Taiwan's Foxconn put its takeover of electronics maker Sharp on hold today after discovering previously undisclosed liabilities, sources said.
This throws into doubt what was set to be the biggest takeover by a foreign firm in Japan's technology sector.
Loss-making Sharp announced earlier in the day that it had agreed to be bought by Foxconn, a contract manufacturing firm that is a major Apple supplier.
But, in a separate statement issued hours later, Foxconn said it would not sign until it had clarified terms in "new material information" from Sharp. It did not elaborate.

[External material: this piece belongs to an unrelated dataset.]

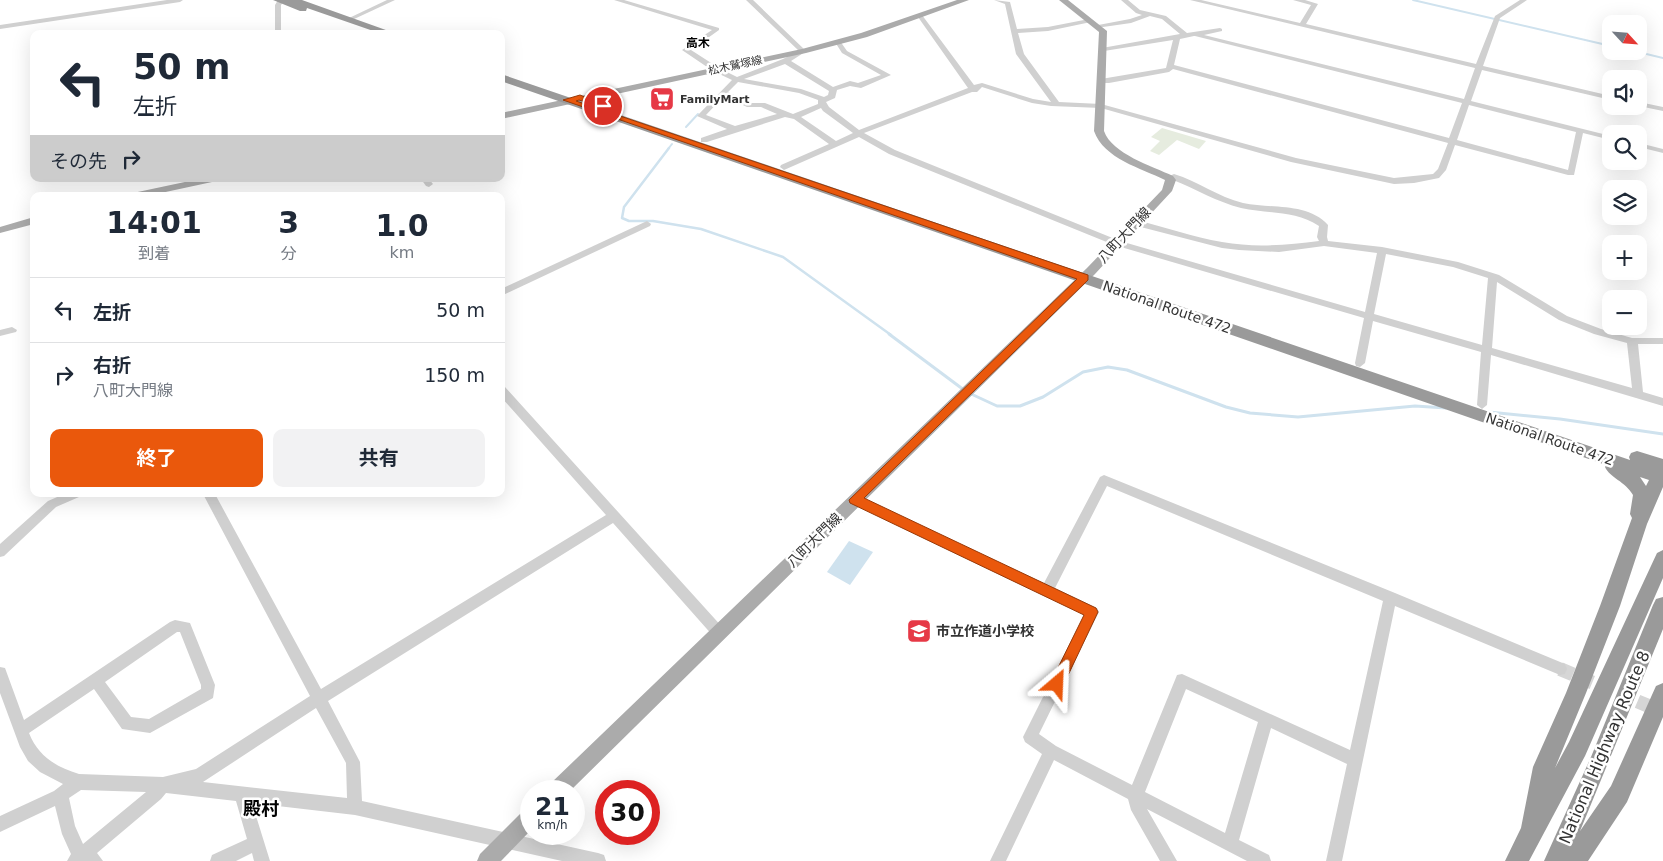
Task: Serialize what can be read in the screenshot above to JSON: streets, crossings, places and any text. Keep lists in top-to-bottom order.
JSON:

Two sources with direct knowledge of the matter said the Japanese group had contingent liabilities that amounted to "hundreds of billions of yen".
That issue would have to be resolved before a deal could be finalised, said the sources, who spoke on condition of anonymity as the talks were confidential.
The sources did not elaborate on the nature of the liabilities or the exact amount.
A spokesman for Foxconn, known formally as Hon Hai Precision Industry, declined to comment on the issue. Sharp also declined to comment.
The 11th hour delay jeopardises a deal that would have marked the conclusion to five years of courting by Foxconn founder and billionaire Terry Gou and the opening up of Japan's insular tech sector to foreign investment.
The loss-making display maker said earlier in the day that it would issue around $4.4 billion worth of new shares to give Foxconn a two-thirds stake.
Foxconn's investment is set to total more than 650 billion yen ($5.8 billion), a separate source familiar with the matter said.
If a deal does go through, it would boost Foxconn's position as Apple's main contract manufacturer and enable Sharp to start mass-producing organic light-emitting diode (OLED) screens by 2018, around the time Apple is expected to adopt the next-generation displays for its iPhones.
Foxconn sees ownership of Sharp as a way to better compete with Asian rivals such as Samsung Electronics.
Before Foxconn's late statement, Sharp's stock tumbled to end 14% lower as the share dilution looked larger than expected, with traders noting the proposed deal included the issuance of a class of shares that would be convertible next year.
Sharp's board voted unanimously to accept the Foxconn offer over a rescue by a state-backed investment fund, its chief executive Kozo Takahashi told reporters.
Sharp said it aimed to become a global supplier of OLED screens, which are thinner, lighter and more flexible than current displays. South Korea's Samsung Display and LG Display are also investing heavily in the new technology.
The century-old Japanese firm was once a highly profitable manufacturer of premium TVs and a favoured screen supplier to Apple.
But it has struggled in recent years as massive investments in advanced liquid crystal display plants failed to pay off amid price competition with Asian rivals, and two bank bailouts since 2012 did little to help turn its business around.
The late hitch revived memories of a breakdown in 2012 of an agreement between the two companies to form capital ties.
Lingering distrust over the previous collapsed deal was one reason for the government and Sharp officials initially supporting a rescue plan by state-backed Innovation Network Corp of Japan (INCJ).
INCJ's plan was seen as a way to prevent the company's technological expertise from being transferred to a foreign company. The fund had planned to merge Sharp's screen business with Japan Display, in which the fund owns a majority stake.
INCJ's plan looked set to succeed, but policymakers warmed to Foxconn's offer as a step towards bolstering foreign direct investment in Japan.